Del premio Nobel per la Pace Al Gore si potrà dire tutto il bene o il male possibile, a seconda di come si giudica il suo impegno ambientalista e il “metodo di lavoro” seguito per portarlo avanti. Perché tutto è opinabile, in materia di ambiente come in qualsiasi altro ambito di indagine e dibattito. Tutto tranne i fatti, naturalmente.
In politica estera, e specificatamente sulla questione Iraq e Saddam Hussein, aver preso con chiarezza una posizione e averla sostenuta per anni e con determinazione son fatti, fatti che possono piacere o meno, ma che non sono opinabili in quanto tali. La posizione di Al Gore, appunto, fu sempre chiara e coerente. E fu una delle più severe e inflessibili verso il regime di Saddam, di cui si auspicava la caduta, fino alla teorizzazione di soluzioni “forti” e senza troppi compromessi.

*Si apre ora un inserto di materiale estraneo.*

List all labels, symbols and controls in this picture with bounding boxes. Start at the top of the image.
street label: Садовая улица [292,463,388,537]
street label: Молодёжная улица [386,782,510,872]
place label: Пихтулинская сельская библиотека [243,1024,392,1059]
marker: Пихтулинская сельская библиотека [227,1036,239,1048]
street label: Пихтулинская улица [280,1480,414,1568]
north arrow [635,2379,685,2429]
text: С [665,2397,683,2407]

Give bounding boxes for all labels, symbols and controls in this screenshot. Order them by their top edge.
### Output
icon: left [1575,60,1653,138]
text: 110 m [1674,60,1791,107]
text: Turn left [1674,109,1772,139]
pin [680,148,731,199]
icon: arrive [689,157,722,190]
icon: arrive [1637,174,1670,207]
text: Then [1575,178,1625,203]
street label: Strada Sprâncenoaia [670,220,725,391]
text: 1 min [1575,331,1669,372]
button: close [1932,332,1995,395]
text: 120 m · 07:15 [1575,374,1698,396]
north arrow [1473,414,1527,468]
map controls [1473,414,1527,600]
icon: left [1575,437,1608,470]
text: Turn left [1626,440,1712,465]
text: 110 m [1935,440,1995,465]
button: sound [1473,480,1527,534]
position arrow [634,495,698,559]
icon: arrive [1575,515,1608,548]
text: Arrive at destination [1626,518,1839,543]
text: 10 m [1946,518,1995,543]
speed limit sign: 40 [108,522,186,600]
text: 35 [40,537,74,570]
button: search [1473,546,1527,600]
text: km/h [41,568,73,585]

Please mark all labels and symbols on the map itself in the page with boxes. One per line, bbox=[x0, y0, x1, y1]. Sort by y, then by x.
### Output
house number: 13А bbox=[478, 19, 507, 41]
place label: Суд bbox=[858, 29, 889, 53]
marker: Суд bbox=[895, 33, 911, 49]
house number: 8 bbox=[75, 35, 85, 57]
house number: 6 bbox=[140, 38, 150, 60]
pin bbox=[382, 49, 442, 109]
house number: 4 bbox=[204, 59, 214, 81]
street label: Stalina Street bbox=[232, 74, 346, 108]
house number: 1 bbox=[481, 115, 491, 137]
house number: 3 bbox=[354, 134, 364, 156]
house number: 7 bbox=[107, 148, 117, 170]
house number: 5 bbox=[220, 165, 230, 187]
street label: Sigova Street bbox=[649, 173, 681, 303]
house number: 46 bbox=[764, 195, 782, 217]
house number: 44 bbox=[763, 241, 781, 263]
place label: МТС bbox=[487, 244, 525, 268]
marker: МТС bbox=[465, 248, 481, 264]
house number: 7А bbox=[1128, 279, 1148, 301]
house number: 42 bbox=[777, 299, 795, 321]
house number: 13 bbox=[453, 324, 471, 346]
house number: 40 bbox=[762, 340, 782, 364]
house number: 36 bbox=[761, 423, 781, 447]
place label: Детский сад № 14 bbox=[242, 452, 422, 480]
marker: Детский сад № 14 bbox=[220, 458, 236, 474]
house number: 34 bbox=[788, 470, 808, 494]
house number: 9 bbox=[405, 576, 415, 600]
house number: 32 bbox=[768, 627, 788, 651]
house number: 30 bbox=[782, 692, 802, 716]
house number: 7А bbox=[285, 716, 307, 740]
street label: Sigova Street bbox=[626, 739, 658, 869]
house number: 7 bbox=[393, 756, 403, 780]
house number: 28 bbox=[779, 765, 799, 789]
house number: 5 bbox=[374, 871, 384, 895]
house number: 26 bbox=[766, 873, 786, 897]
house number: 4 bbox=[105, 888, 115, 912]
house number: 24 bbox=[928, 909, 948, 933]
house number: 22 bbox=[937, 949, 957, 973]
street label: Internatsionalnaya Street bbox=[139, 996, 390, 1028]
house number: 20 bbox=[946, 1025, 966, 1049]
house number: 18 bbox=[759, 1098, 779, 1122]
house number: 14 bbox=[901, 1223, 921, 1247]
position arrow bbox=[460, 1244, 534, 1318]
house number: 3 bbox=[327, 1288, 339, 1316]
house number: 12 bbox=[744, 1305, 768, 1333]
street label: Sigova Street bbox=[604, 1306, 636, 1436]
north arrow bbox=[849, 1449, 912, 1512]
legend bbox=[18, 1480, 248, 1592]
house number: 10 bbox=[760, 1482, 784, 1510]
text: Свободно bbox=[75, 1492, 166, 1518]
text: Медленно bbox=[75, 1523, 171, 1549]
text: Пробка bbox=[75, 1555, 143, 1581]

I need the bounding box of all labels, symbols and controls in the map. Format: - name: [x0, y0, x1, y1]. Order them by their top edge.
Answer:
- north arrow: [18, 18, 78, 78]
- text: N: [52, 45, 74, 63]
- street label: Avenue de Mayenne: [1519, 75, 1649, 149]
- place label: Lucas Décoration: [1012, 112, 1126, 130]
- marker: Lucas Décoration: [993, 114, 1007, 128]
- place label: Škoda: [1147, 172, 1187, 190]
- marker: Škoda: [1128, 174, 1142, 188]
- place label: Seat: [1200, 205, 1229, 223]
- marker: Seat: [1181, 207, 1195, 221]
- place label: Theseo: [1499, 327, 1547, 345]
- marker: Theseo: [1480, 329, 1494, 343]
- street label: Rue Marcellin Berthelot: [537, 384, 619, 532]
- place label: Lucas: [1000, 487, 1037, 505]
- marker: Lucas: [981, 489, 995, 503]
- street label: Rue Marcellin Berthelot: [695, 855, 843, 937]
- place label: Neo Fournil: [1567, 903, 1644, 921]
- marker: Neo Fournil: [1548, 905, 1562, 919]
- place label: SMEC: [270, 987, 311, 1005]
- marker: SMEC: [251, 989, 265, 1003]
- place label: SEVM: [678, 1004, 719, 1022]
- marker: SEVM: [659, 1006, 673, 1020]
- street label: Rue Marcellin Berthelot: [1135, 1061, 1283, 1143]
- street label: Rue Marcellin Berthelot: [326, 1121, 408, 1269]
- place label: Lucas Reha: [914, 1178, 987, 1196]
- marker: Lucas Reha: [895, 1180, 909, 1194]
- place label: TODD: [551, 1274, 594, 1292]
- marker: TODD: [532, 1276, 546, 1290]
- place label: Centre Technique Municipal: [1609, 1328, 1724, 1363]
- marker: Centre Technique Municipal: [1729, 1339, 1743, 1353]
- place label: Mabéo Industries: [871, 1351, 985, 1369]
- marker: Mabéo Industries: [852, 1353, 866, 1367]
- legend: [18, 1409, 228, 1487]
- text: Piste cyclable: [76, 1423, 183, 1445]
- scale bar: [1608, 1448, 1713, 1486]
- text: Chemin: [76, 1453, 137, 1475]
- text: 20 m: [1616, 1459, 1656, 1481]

Lo ha documentato—in maniera a mio avviso esauriente e persuasiva—Christian Rocca sul Foglio di ieri: un colpo basso degno del miglior giornalismo di parte. Che poi quella sia la parte alla quale qui ci si sente più vicini è un particolare trascurabile. Il Nobel per la Pace, per vie traverse, è andato a un bushiano ante litteram.